In many cases, as those authors argue, this has resulted in the “sidelining” or even the dismantling of separate corporate foundations. In Amazon’s case, it represents the sidelining of Amazon customers’ preferences (from that press release: “In 2013, we launched AmazonSmile to make it easier for customers to support their favorite charities”) in favor of what the bigwigs in Seattle want to support.

This sort of thing is hardly shocking from corporations, whose reason for being is to profit their shareholders, not to back a bunch of eclectic causes. The real question is why it took so long for many major firms to jump on the strategic philanthropy bandwagon. You’d think, after all, that these places would have been among the first to update staid old giving practices in favor of what would better benefit the boardroom.

But oddly enough, it seems like the philanthropic sector spent the initial years of the 21st century more enamored with corporate-inspired strategy than corporations themselves, at least where their giving was concerned. And now that many of these companies have come on board, strategic philanthropy is already going out of fashion here in the philanthrosphere.

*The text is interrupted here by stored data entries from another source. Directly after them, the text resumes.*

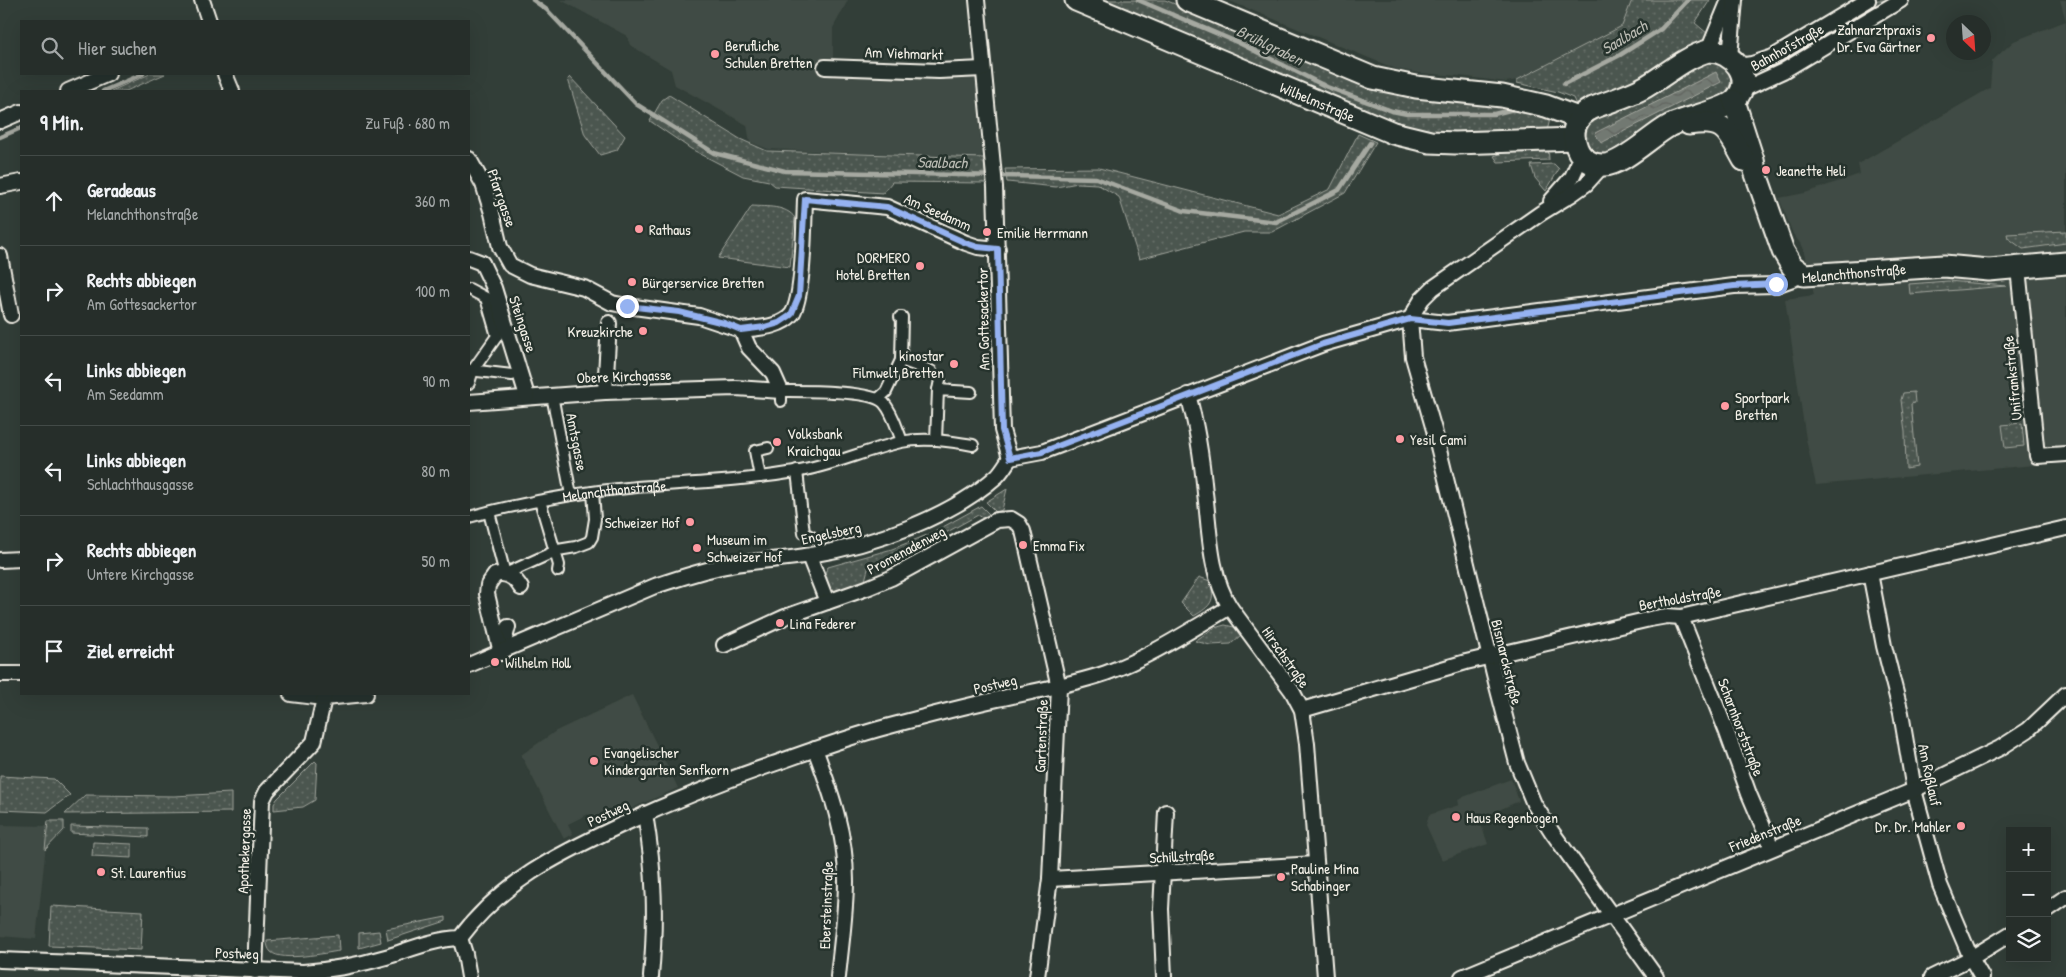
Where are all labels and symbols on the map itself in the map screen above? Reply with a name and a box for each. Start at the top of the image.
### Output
water label: Saalbach [1597,14,1652,59]
north arrow [1946,15,1991,60]
street label: Bahnhofstraße [1747,18,1827,76]
water label: Brühlgraben [1233,19,1308,71]
place label: Zahnarztpraxis Dr. Eva Gärtner [1837,19,1921,57]
marker: Zahnarztpraxis Dr. Eva Gärtner [1925,32,1937,44]
place label: Berufliche Schulen Bretten [725,35,813,73]
street label: Am Viehmarkt [865,41,944,65]
marker: Berufliche Schulen Bretten [709,48,721,60]
street label: Wilhelmstraße [1277,76,1358,126]
water label: Saalbach [917,151,968,173]
place label: Jeanette Heli [1776,160,1846,181]
marker: Jeanette Heli [1760,164,1772,176]
street label: Pfarrgasse [482,166,522,230]
street label: Am Seedamm [901,188,975,236]
place label: Rathaus [649,219,691,240]
place label: Emilie Herrmann [997,222,1088,243]
marker: Rathaus [633,223,645,235]
marker: Emilie Herrmann [981,226,993,238]
place label: DORMERO Hotel Bretten [836,247,910,285]
street label: Melanchthonstraße [1801,258,1907,288]
marker: DORMERO Hotel Bretten [914,260,926,272]
street label: Am Gottesackertor [972,267,994,371]
place label: Bürgerservice Bretten [642,272,765,293]
route start [1765,273,1788,296]
marker: Bürgerservice Bretten [626,276,638,288]
street label: Steingasse [504,293,542,355]
route end [616,295,639,318]
place label: Kreuzkirche [568,321,633,342]
marker: Kreuzkirche [637,325,649,337]
street label: Unifrankstraße [1997,335,2027,421]
place label: kinostar Filmwelt Bretten [852,345,944,383]
marker: kinostar Filmwelt Bretten [948,358,960,370]
street label: Obere Kirchgasse [576,364,672,388]
place label: Sportpark Bretten [1735,387,1790,425]
marker: Sportpark Bretten [1719,400,1731,412]
street label: Amtsgasse [561,411,593,473]
place label: Volksbank Kraichgau [787,423,843,461]
place label: Yesil Cami [1410,429,1467,450]
marker: Yesil Cami [1394,433,1406,445]
marker: Volksbank Kraichgau [771,436,783,448]
street label: Melanchthonstraße [561,474,667,507]
place label: Schweizer Hof [605,512,681,533]
marker: Schweizer Hof [684,516,696,528]
street label: Engelsberg [799,516,863,550]
street label: Promenadenweg [863,520,949,579]
place label: Museum im Schweizer Hof [707,529,783,567]
place label: Emma Fix [1033,535,1085,556]
marker: Emma Fix [1017,539,1029,551]
marker: Museum im Schweizer Hof [691,542,703,554]
street label: Bertholdstraße [1637,580,1723,616]
place label: Lina Federer [790,613,856,634]
marker: Lina Federer [774,617,786,629]
street label: Bismarckstraße [1486,617,1528,707]
street label: Hirschstraße [1257,622,1315,692]
place label: Wilhelm Holl [505,652,572,673]
marker: Wilhelm Holl [489,656,501,668]
street label: Postweg [971,669,1019,699]
street label: Scharnhorststraße [1713,675,1769,779]
street label: Gartenstraße [1029,699,1053,773]
place label: Evangelischer Kindergarten Senfkorn [604,742,729,780]
street label: Am Roßlauf [1913,742,1947,809]
marker: Evangelischer Kindergarten Senfkorn [588,755,600,767]
street label: Postweg [584,794,633,832]
place label: Haus Regenbogen [1466,807,1558,828]
street label: Apothekergasse [232,808,256,894]
street label: Friedenstraße [1725,809,1804,857]
marker: Haus Regenbogen [1450,811,1462,823]
place label: Dr. Dr. Mahler [1875,816,1951,837]
marker: Dr. Dr. Mahler [1955,820,1967,832]
street label: Schillstraße [1149,844,1215,868]
place label: Pauline Mina Schabinger [1291,858,1359,896]
street label: Ebersteinstraße [814,861,838,949]
place label: St. Laurentius [111,862,186,883]
marker: St. Laurentius [95,866,107,878]
marker: Pauline Mina Schabinger [1275,871,1287,883]
street label: Postweg [215,942,260,964]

Though still far from the norm, the cutting edge in institutional philanthropy now lies in more decentralized forms of grantmaking — steering away from impact-obsessed project grants, inviting community members to guide giving, and of course, MacKenzie Scott showering hundreds of nonprofits with unrestricted funding.

I should note that there was a strategic element to the rollout of AmazonSmile, which the New York Times says coincided with the company’s efforts “to expand its then-middling Prime membership business.” Now that Prime is so predominant — and as the company looks to trim costs, including by laying off thousands of workers — maybe the program just wasn’t useful anymore.

Whatever the case, given the fact that a main function of corporate giving is to burnish the company’s brand, it’s still a bit baffling to see Amazon pare away a popular, customer-driven charity program in favor of a limited-reach, more top-down approach. Instead of abandoning AmazonSmile entirely, perhaps the company could have opted for some sort of redesign, say, around a more limited range of charities to choose from.

No one’s expecting Amazon or other corporate mammoths to pull a Patagonia and fully restructure themselves around nonprofit causes. But just as bottom-up, more “democratic” forms of philanthropy come into style and strategic philanthropy comes in for criticism, it seems premature for Amazon to ditch its signature point-of-sale charity program. Unless this was really just all about the company’s bottom line, which is a good bet.